Problem statement
Each entry is to be transcribed exactly, with nothing added or dropped.

** Dataset entries follows **

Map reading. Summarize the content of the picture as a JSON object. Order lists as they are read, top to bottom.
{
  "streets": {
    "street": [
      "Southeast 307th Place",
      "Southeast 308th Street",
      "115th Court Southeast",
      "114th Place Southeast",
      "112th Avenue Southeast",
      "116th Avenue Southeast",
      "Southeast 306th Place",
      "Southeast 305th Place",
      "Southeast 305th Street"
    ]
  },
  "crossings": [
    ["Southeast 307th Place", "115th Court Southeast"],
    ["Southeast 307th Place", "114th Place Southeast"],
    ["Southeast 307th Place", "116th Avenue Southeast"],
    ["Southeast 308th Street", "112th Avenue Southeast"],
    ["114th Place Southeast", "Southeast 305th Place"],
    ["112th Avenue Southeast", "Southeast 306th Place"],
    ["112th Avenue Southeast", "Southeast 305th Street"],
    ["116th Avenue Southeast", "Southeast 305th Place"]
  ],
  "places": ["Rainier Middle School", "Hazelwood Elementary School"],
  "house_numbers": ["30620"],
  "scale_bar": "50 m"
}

** End of Dataset entries **

Task answer
Map reading. Summarize the content of the picture as a JSON object. Order lists as they are read, top to bottom.
{
  "streets": {
    "street": [
      "Southeast 307th Place",
      "Southeast 308th Street",
      "115th Court Southeast",
      "114th Place Southeast",
      "112th Avenue Southeast",
      "116th Avenue Southeast",
      "Southeast 306th Place",
      "Southeast 305th Place",
      "Southeast 305th Street"
    ]
  },
  "crossings": [
    ["Southeast 307th Place", "115th Court Southeast"],
    ["Southeast 307th Place", "114th Place Southeast"],
    ["Southeast 307th Place", "116th Avenue Southeast"],
    ["Southeast 308th Street", "112th Avenue Southeast"],
    ["114th Place Southeast", "Southeast 305th Place"],
    ["112th Avenue Southeast", "Southeast 306th Place"],
    ["112th Avenue Southeast", "Southeast 305th Street"],
    ["116th Avenue Southeast", "Southeast 305th Place"]
  ],
  "places": ["Rainier Middle School", "Hazelwood Elementary School"],
  "house_numbers": ["30620"],
  "scale_bar": "50 m"
}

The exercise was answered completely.